* [AVAILABLE DATA]:
-- Opening Marker --
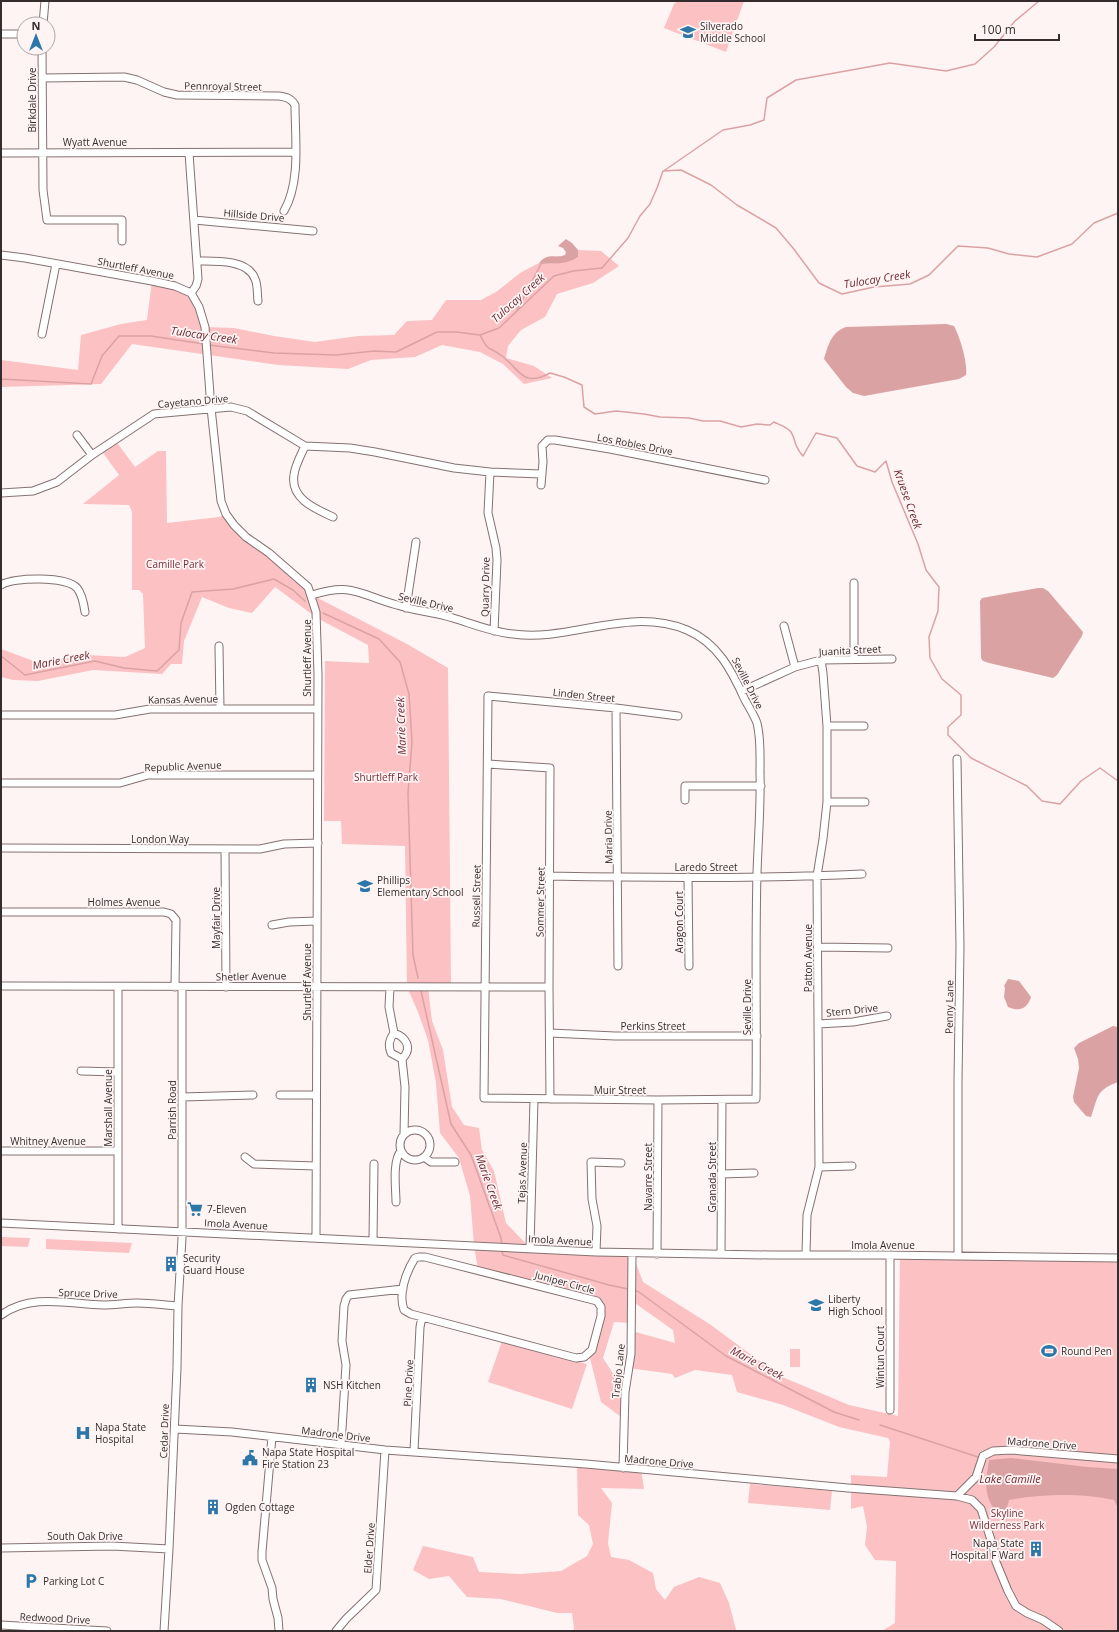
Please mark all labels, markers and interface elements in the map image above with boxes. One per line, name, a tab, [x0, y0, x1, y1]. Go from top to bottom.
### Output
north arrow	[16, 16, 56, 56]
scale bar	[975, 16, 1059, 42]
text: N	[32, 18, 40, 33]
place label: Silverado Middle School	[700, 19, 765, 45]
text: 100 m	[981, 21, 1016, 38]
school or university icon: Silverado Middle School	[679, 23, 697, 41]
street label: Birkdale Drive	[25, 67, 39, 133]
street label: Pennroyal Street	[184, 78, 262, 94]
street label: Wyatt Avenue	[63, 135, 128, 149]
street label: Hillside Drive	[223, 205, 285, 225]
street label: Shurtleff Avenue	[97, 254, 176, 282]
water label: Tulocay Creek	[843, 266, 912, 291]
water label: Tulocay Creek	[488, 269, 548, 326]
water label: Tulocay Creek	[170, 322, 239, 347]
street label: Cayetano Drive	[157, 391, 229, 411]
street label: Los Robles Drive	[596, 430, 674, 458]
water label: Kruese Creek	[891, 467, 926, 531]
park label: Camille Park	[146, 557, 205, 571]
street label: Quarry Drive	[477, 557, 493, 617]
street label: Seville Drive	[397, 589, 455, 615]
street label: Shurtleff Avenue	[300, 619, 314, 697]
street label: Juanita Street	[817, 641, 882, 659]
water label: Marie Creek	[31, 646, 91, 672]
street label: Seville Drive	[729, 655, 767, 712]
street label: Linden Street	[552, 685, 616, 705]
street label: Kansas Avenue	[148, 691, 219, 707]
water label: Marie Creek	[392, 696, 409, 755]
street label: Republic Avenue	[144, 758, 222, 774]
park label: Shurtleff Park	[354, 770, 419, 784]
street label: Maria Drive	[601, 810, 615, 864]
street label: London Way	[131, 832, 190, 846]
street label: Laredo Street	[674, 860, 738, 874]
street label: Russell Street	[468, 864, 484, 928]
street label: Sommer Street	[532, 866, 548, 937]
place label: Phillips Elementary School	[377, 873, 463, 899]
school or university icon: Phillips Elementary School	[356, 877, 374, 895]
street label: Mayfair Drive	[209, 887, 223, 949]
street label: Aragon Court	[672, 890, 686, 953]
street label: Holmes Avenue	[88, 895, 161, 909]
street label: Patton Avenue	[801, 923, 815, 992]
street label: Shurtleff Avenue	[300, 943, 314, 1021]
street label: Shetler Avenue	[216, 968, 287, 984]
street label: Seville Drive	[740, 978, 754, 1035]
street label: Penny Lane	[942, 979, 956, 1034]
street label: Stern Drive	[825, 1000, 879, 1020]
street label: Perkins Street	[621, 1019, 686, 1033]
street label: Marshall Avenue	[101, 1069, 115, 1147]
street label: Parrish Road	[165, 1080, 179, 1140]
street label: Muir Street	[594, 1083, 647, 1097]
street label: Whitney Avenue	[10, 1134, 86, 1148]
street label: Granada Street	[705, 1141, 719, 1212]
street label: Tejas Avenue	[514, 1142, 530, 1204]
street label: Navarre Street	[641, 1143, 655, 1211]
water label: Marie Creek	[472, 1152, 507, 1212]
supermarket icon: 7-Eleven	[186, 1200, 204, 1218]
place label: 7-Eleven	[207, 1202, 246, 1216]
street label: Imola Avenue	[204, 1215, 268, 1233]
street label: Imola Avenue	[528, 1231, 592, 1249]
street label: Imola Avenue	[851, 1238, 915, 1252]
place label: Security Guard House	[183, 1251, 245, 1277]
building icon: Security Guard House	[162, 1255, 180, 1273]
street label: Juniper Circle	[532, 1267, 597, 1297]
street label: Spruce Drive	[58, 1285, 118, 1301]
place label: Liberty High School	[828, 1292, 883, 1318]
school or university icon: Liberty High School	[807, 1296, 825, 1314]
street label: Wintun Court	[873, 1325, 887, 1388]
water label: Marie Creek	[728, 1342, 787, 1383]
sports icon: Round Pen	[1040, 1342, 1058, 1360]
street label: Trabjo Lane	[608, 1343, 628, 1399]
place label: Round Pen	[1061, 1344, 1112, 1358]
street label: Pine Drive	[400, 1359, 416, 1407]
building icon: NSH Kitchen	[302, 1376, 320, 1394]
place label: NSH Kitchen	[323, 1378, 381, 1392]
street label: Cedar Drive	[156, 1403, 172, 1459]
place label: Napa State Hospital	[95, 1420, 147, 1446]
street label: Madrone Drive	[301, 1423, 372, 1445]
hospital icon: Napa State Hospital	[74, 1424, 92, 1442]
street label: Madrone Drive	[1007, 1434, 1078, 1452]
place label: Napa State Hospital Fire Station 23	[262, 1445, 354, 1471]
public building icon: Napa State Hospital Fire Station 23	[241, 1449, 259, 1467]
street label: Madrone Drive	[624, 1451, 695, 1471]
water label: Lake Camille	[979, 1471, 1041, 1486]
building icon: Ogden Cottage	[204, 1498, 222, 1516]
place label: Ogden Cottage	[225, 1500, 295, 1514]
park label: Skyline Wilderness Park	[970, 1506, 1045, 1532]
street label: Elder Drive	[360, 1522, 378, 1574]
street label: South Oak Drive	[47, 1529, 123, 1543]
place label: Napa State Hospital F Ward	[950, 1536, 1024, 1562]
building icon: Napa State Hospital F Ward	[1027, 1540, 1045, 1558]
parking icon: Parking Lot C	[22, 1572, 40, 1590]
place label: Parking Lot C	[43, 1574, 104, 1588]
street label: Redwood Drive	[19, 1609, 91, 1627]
-- Closing Marker --
Find and copy each line of the listing above that holds the word "School".

place label: Silverado Middle School	[700, 19, 765, 45]
school or university icon: Silverado Middle School	[679, 23, 697, 41]
place label: Phillips Elementary School	[377, 873, 463, 899]
school or university icon: Phillips Elementary School	[356, 877, 374, 895]
place label: Liberty High School	[828, 1292, 883, 1318]
school or university icon: Liberty High School	[807, 1296, 825, 1314]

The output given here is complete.